RSC Equipment Rental posted a 19.6-percent fourth-quarter rental volume increase, the company’s third consecutive quarter of volume growth. RSC posted total revenue of $339 million in the quarter, compared with $290 million for the same period a year ago, a 16.8-percent jump, while rental revenue climbed from $244 million in the year-ago quarter to $287 million this year. Fourth-quarter net loss was $7 million compared with $29 million a year ago.
Average fleet utilization for the fourth quarter was 67.7 percent, compared with 56.3 percent for last year’s fourth quarter. Rental rates improved 0.8 percent compared with the third quarter, but still fell below last year’s fourth quarter by 1.9 percent. For the fourth quarter, the company invested $61 million in gross rental capex.
RSC said 59 percent of its revenue came from industrial customers.
For the full-year 2010, total revenue dropped 3.8 percent, from $1.283 billion in 2009 to $1.234 billion this year. Equipment rental revenue dropped 1.2 percent for the full year, from $1.073 billion a year ago to $1.060 billion this year.

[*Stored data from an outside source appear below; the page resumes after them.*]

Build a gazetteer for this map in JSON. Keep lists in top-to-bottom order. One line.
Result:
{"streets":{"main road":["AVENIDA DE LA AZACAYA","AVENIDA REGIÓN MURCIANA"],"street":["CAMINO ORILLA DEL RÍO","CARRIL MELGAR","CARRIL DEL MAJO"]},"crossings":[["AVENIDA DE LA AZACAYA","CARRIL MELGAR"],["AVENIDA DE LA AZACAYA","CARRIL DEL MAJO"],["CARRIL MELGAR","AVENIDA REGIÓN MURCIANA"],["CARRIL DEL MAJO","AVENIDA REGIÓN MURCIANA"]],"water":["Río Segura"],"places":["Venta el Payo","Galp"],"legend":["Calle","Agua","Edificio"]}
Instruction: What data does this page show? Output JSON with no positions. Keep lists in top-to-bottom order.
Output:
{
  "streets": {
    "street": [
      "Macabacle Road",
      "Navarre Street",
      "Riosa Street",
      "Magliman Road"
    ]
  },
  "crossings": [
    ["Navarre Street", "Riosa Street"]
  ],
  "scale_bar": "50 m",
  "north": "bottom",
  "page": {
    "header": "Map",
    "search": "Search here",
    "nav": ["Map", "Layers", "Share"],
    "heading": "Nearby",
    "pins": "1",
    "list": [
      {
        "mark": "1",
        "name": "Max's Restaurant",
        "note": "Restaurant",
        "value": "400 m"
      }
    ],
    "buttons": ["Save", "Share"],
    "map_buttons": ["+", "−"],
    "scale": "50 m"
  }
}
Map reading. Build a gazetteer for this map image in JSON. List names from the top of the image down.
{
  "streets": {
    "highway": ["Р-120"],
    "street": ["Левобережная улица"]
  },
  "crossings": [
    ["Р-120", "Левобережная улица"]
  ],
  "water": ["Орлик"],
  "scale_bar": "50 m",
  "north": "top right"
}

“We generated exceptional volume growth of 20 percent and solid positive sequential pricing of 0.8 percent in the quarter,” said Erik Olsson, president and CEO of RSC. “This is clear evidence that we are executing well and taking full advantage of an improving economic environment. During the challenging 2009 and 2010 periods, our strategic focus was on preparing every facet of our business for the anticipated recovery by investing in our fleet, footprint, people and technology. This preparation positioned us well as economic conditions improved, yielding volume growth, incremental price increases and margin expansion. We are excited about our prospects as our markets continue to benefit from the economic recovery.”
The company said business activity in the non-residential construction end market declined in the fourth quarter, while industrial and non-construction improved on a year-over-year basis. The company expects these trends to continue in the first quarter.
“We see continued strengthening in the industrial markets and signs that the non-residential markets are bottoming and beginning to turn,” said Olsson. “At the same time, we are benefitting from a trend in the industry that favors renting equipment over committing capital to buy. Demand increases are broadly distributed over geographies and equipment types. As a result, we expect continued favorable year-over-year comparisons in the first quarter and we are optimistic that these positive trends will continue throughout the year.”
Based in Scottsdale, Ariz., RSC Equipment Rental is No. 2 on the RER 100.